_WHAT YOU SHOULD DO_.
Lines from the start of the data through the line containing "Summarize the content" must be given again exactly. Leave the others out.

_Saved data entries_.

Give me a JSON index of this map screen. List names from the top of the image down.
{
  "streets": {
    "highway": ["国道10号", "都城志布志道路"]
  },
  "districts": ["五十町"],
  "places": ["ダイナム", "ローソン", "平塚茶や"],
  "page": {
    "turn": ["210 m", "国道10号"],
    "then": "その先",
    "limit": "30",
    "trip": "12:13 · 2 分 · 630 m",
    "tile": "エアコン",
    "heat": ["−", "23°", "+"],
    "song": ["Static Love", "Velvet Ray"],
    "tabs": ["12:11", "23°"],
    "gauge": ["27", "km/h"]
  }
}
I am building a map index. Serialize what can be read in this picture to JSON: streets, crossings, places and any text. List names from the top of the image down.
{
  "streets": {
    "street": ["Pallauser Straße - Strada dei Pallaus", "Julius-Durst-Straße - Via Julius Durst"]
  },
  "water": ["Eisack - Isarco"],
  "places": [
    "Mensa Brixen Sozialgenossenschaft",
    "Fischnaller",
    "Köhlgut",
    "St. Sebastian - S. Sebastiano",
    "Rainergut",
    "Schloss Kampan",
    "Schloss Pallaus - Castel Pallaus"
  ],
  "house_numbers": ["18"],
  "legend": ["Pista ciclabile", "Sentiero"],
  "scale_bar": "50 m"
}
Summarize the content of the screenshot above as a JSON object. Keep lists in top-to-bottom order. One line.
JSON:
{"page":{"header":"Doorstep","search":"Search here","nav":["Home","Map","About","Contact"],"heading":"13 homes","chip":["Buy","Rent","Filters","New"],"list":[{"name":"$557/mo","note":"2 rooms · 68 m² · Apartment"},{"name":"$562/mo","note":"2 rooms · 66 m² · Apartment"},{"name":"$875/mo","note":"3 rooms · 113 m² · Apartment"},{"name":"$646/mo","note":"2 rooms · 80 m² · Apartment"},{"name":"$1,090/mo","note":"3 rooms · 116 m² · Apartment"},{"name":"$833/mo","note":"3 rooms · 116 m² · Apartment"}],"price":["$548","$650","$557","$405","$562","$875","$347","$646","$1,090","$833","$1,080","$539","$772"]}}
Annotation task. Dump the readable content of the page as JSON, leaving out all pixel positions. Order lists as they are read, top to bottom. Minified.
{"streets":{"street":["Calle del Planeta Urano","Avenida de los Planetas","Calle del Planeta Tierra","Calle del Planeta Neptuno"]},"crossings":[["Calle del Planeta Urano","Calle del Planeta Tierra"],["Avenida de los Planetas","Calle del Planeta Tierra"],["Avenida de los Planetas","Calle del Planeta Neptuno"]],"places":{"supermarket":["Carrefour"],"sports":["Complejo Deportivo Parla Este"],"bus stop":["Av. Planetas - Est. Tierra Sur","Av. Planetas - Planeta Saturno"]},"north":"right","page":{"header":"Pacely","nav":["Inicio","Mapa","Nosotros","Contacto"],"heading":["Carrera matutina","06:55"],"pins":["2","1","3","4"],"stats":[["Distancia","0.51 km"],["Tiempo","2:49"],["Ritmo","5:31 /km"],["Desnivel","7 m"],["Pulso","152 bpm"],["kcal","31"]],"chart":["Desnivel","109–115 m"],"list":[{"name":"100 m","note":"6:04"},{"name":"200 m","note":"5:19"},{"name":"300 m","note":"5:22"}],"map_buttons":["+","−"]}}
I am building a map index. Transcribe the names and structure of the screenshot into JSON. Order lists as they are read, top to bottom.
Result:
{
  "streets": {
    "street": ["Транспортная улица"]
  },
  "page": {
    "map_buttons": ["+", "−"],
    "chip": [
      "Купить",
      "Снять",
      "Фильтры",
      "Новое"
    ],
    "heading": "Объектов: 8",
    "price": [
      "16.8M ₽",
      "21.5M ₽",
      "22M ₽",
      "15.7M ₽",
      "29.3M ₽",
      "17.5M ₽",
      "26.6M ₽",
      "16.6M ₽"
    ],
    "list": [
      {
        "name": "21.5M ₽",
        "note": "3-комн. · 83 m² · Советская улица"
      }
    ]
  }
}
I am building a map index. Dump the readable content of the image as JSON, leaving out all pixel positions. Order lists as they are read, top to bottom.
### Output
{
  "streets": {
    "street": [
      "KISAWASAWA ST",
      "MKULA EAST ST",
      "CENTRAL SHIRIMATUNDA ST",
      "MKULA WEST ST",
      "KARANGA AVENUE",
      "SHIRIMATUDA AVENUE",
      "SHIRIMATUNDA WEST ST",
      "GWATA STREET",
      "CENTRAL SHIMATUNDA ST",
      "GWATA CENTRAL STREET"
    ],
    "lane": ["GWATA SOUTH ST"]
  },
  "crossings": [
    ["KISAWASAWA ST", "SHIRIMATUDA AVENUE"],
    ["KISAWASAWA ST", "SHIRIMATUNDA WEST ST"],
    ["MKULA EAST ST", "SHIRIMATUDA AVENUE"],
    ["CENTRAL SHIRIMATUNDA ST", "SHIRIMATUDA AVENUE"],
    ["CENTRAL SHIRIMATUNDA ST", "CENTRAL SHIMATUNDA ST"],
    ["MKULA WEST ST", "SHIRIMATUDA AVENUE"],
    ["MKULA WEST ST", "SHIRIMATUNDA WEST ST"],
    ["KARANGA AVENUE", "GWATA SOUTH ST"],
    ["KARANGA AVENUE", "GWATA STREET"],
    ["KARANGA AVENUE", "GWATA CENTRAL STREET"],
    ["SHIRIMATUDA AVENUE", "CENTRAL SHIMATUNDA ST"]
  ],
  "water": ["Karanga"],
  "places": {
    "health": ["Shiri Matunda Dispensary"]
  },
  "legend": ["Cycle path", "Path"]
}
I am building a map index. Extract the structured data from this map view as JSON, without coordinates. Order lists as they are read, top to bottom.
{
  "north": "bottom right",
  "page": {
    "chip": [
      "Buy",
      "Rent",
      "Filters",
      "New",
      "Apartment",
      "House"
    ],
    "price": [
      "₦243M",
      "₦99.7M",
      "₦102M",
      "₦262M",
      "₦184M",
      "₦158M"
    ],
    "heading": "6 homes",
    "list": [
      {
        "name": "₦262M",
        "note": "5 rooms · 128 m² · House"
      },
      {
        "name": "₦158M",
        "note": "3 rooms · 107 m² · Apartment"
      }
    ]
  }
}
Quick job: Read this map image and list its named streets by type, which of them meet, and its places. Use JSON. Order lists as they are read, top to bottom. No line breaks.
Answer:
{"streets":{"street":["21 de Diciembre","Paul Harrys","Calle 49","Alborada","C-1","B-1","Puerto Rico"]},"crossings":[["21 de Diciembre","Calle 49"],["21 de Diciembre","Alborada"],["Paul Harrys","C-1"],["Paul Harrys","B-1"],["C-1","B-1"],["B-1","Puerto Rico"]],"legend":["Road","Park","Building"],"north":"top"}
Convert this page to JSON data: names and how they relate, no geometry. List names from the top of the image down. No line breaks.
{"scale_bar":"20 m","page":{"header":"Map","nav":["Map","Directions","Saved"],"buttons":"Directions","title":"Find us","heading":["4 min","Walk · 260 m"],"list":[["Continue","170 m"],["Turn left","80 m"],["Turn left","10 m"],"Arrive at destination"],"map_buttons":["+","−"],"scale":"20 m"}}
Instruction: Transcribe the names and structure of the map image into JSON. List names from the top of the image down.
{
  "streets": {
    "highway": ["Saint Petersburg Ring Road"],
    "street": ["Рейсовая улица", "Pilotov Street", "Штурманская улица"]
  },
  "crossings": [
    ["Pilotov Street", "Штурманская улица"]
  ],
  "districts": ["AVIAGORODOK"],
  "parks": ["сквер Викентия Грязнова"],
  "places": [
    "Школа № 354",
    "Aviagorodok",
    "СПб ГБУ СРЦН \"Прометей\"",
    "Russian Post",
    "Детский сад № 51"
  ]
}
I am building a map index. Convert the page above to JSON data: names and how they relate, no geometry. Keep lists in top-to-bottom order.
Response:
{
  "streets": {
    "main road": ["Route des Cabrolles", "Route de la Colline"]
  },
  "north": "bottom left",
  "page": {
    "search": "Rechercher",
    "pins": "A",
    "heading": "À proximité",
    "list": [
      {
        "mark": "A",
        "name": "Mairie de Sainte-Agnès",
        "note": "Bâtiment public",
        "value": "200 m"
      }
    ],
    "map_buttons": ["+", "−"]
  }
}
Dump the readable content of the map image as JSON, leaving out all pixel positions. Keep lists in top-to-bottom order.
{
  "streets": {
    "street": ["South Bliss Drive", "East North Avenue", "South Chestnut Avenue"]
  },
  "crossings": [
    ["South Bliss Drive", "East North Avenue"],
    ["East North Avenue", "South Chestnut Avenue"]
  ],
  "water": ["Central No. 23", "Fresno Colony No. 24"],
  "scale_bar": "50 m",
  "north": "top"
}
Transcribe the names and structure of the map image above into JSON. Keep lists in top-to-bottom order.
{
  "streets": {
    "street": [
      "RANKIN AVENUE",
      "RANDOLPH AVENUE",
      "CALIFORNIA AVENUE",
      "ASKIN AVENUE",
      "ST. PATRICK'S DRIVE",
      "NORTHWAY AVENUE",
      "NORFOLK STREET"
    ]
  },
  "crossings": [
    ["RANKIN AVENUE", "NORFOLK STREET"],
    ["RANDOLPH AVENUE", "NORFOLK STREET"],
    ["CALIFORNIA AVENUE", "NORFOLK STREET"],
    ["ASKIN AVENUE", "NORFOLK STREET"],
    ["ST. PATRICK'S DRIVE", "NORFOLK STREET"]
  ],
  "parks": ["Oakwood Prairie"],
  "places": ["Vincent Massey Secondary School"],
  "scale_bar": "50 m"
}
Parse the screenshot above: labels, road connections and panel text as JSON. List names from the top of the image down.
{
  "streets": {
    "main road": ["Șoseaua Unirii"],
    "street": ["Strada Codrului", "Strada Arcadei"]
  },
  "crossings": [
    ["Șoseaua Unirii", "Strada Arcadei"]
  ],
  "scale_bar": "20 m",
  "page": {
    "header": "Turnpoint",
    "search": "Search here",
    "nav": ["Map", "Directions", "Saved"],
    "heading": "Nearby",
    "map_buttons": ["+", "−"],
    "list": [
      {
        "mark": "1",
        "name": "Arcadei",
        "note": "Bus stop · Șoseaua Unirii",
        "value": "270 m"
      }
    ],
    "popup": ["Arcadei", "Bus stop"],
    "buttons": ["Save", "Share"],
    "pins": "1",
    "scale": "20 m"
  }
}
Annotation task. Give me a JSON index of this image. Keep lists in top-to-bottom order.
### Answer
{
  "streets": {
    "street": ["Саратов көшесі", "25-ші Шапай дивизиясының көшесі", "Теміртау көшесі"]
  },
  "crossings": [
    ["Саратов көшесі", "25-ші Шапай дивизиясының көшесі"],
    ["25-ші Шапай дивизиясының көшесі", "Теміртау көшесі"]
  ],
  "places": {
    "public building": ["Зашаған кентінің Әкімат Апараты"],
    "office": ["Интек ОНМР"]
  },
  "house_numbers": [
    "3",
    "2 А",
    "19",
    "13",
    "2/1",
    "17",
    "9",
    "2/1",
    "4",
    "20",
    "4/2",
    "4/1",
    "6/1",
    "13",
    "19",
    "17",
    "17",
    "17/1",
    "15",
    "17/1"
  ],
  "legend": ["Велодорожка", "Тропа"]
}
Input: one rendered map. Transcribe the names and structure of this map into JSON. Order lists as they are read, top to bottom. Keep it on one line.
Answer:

_SOLVED EXERCISE_.
Give me a JSON index of this map screen. List names from the top of the image down.
{
  "streets": {
    "highway": ["国道10号", "都城志布志道路"]
  },
  "districts": ["五十町"],
  "places": ["ダイナム", "ローソン", "平塚茶や"],
  "page": {
    "turn": ["210 m", "国道10号"],
    "then": "その先",
    "limit": "30",
    "trip": "12:13 · 2 分 · 630 m",
    "tile": "エアコン",
    "heat": ["−", "23°", "+"],
    "song": ["Static Love", "Velvet Ray"],
    "tabs": ["12:11", "23°"],
    "gauge": ["27", "km/h"]
  }
}
I am building a map index. Serialize what can be read in this picture to JSON: streets, crossings, places and any text. List names from the top of the image down.
{
  "streets": {
    "street": ["Pallauser Straße - Strada dei Pallaus", "Julius-Durst-Straße - Via Julius Durst"]
  },
  "water": ["Eisack - Isarco"],
  "places": [
    "Mensa Brixen Sozialgenossenschaft",
    "Fischnaller",
    "Köhlgut",
    "St. Sebastian - S. Sebastiano",
    "Rainergut",
    "Schloss Kampan",
    "Schloss Pallaus - Castel Pallaus"
  ],
  "house_numbers": ["18"],
  "legend": ["Pista ciclabile", "Sentiero"],
  "scale_bar": "50 m"
}
Summarize the content of the screenshot above as a JSON object. Keep lists in top-to-bottom order. One line.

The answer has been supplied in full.